The diagnosis of SGBS is often made based on clinical features and genetic testing. Genetic testing can identify changes in the OFD1 gene that are associated with the syndrome. However, it is important to note that not all individuals with SGBS will have a detectable genetic variant in the OFD1 gene, and the underlying cause of the disorder in these cases remains unclear.

There is limited scientific literature available on SGBS, but articles published on PubMed and OMIM provide some information on the syndrome. The Online Mendelian Inheritance in Man (OMIM) database and the PubMed database are excellent resources for additional clinical and genetic information on this disorder.

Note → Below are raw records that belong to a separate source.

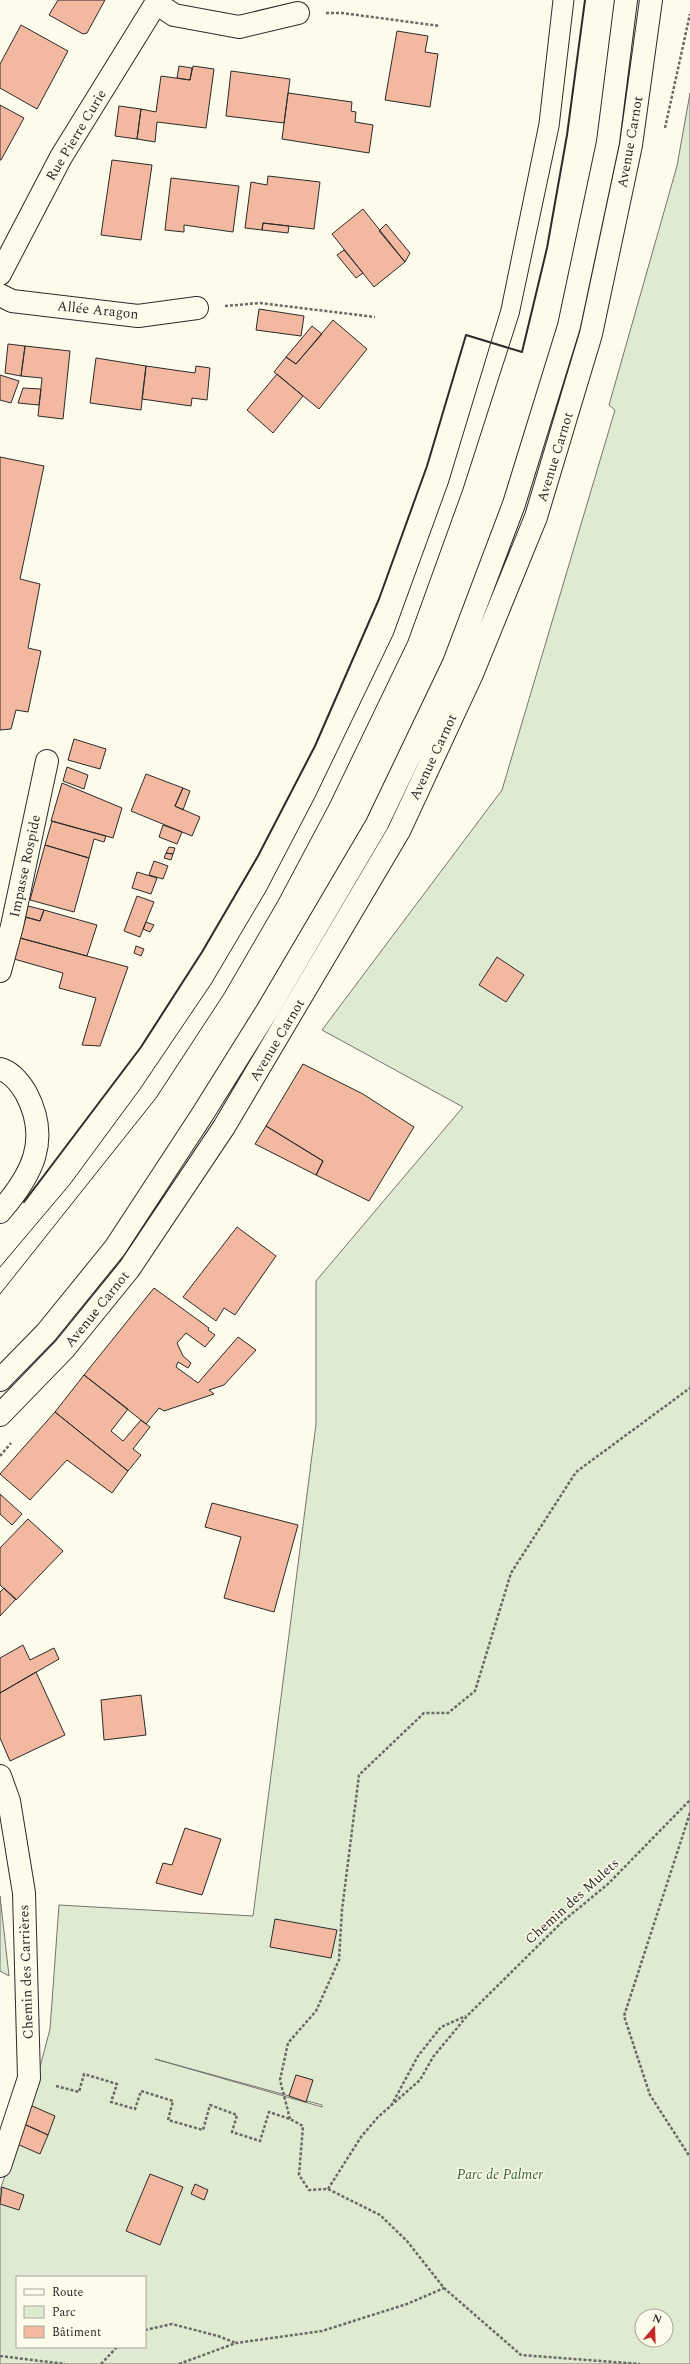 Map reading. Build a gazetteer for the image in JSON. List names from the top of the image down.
{
  "streets": {
    "main road": [
      "Rue Pierre Curie",
      "Avenue Carnot",
      "Allée Aragon",
      "Impasse Rospide",
      "Chemin des Carrières"
    ],
    "path": ["Chemin des Mulets"]
  },
  "parks": ["Parc de Palmer"],
  "legend": ["Route", "Parc", "Bâtiment"],
  "north": "top"
}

It is important for individuals with SGBS and their families to receive appropriate medical care and support. Genetic counseling may be helpful in understanding the inheritance pattern of the disorder and the potential risk of recurrence in future pregnancies.

Some other disorders, such as Joubert syndrome and oral-facial-digital (OFD) syndrome type 1, can have overlapping features with SGBS. Genetic testing can help differentiate between these conditions and confirm a diagnosis of SGBS.

References:

  1. OMIM: https://omim.org
  2. PubMed: https://pubmed.ncbi.nlm.nih.gov/

Other disorders

The OFD1 gene is associated with a variety of other disorders. These disorders may have similar symptoms to OFD1 syndrome but are caused by changes in other genes.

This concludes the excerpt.